Dalton Gardens Irrigation District (“District”), a dominant estate owner of an express easement over Ruddy-Lamarca’s (“Lamarca”) land, unsuccessfully appealed a claim to determine the width of the easement. District’s easement provided it a “right-of-way for the construction, enlargement and maintenance of all canals, flumes and water tanks of the vendor, heretofore constructed or hereafter to be constructed, over and across said lands for the irrigation of other lands.” Historically, District owned a four-inch buried pipe on the easement across Lamarca’s five acre tract of land located in Kootenai County, Idaho. District sought to replace the existing pipe with a ten-inch pipe. District’s proposed method of replacing the existing pipe would require approximately thirty to forty feet of width, and may have killed two, forty to fifty-year-old, maple trees and caused Lamarca’s septic system to fail. The Supreme Court of Idaho (“Court”) affirmed the district court’s decision that the easement was sixteen feet in width and that District must make every effort to preserve the maple trees and septic drain field when replacing its pipe.
The Court first defined the relevant case law. Idaho defines an indefinite express easement by the “intent of the parties as demonstrated by the easement’s initial use.” It also describes an easement by prescription by the continuous and uninterrupted use during the prescriptive period. A secondary easement provides the right to enter and repair and “do those things necessary to the full enjoyment of the easement.” Use of a secondary easement must be reasonable, pursuant to Idaho case law.
First, District argued that the “initial use” aspect of its express easement should include the initial method of construction, which was forty feet wide. The Court disagreed because all previous cases on point defined “initial use” by the constructed size, not by the method of construction. In other words, District’s “initial use” was not the forty foot wide construction area, but rather the existing four-inch pipe.
Second, District argued that its secondary easement rights should allow the proposed installation of the ten-inch pipe.

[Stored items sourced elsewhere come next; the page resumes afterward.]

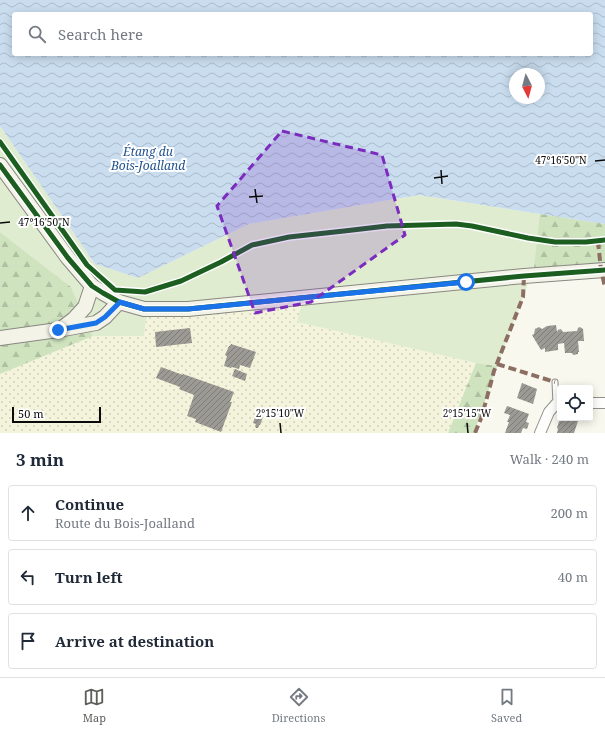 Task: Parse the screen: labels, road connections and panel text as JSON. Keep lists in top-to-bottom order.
{
  "water": ["Étang du Bois-Joalland"],
  "scale_bar": "50 m",
  "north": "bottom",
  "page": {
    "search": "Search here",
    "scale": "50 m",
    "heading": ["3 min", "Walk · 240 m"],
    "list": [
      ["Continue", "Route du Bois-Joalland", "200 m"],
      ["Turn left", "40 m"],
      "Arrive at destination"
    ],
    "nav": ["Map", "Directions", "Saved"]
  },
  "coordinates": ["47°16'50\"N", "2°15'10\"W", "2°15'15\"W"]
} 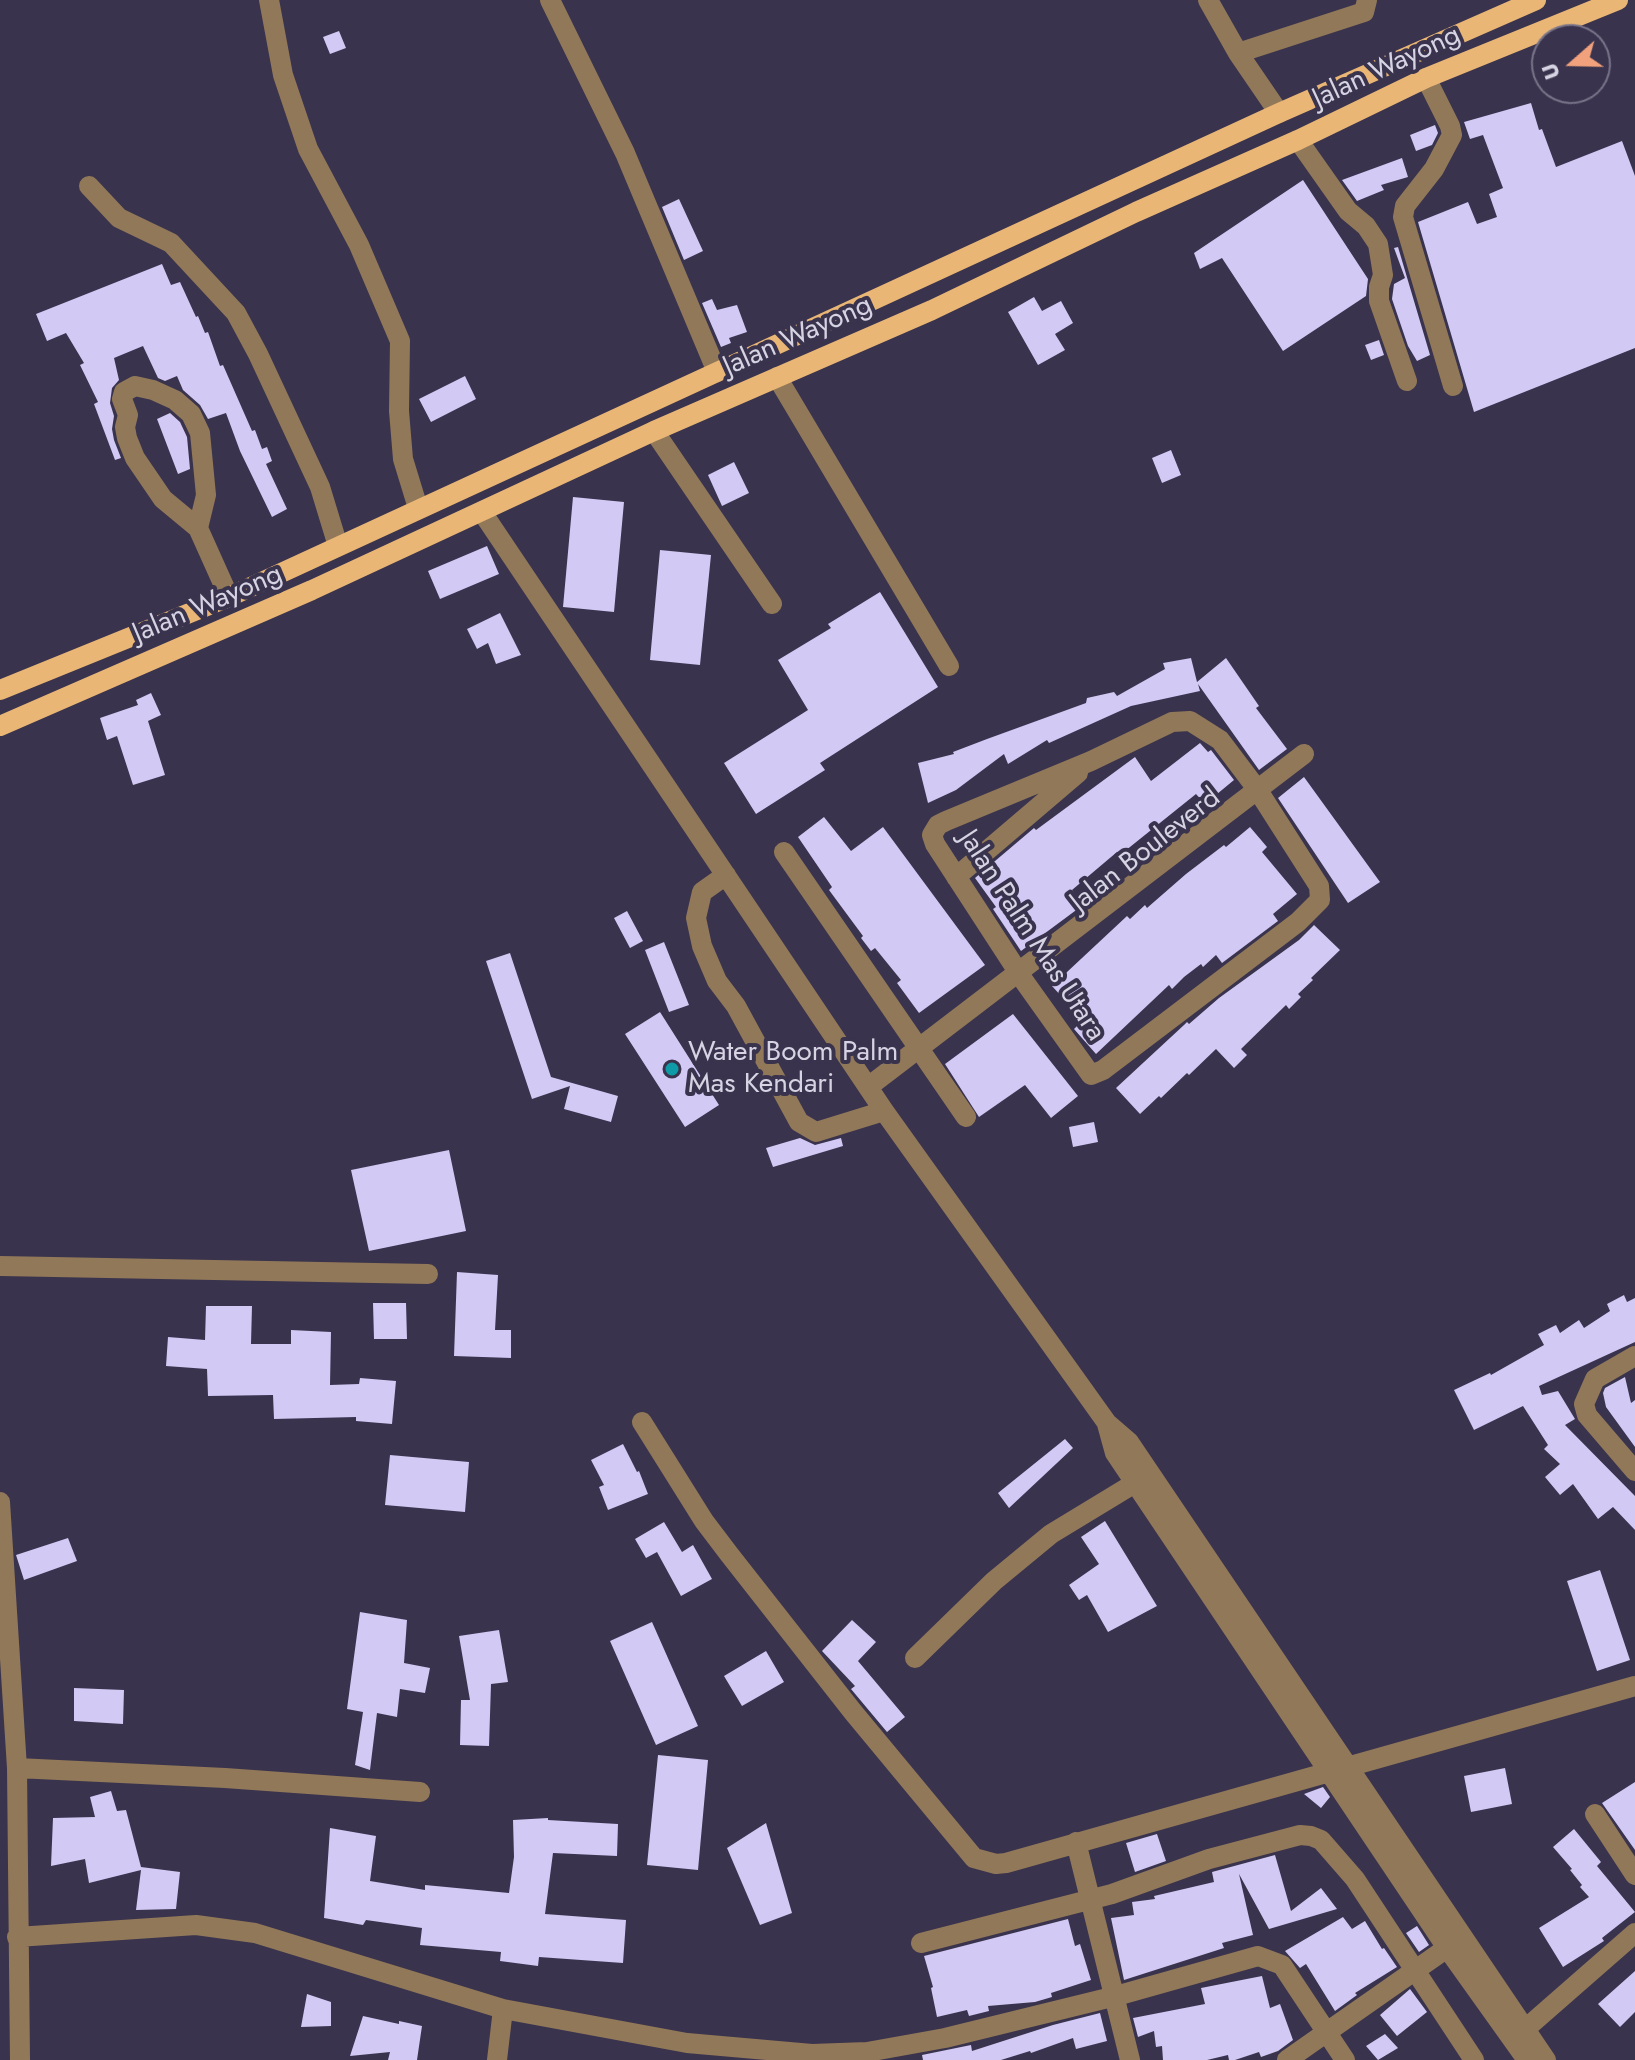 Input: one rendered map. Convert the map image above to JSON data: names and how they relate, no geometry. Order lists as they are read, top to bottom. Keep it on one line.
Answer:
{"streets":{"main road":["Jalan Wayong"],"street":["Jalan Bouleverd","Jalan Palm Mas Utara"]},"crossings":[["Jalan Bouleverd","Jalan Palm Mas Utara"]],"places":["Water Boom Palm Mas Kendari"],"north":"left"}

The Court noted that, historically, trees had not unreasonably interfered with District’s secondary easement. While District’s proposed method of installation required three pieces of heavy machinery and forty feet of width, Lamarca’s proposed alternative method only required one piece of heavy machinery and sixteen feet of width. As such, the Court concluded that a sixteen foot width was reasonable for District’s purposes.
The Court concluded that the requirement that District make every effort to preserve the maple trees and septic drain field was in line with burdening the servient estate “as little as possible.” Therefore, the Court affirmed the district court’s decision, concluding that the easement had a sixteen foot width and that District had to make every effort to preserve the maple trees and septic drain field.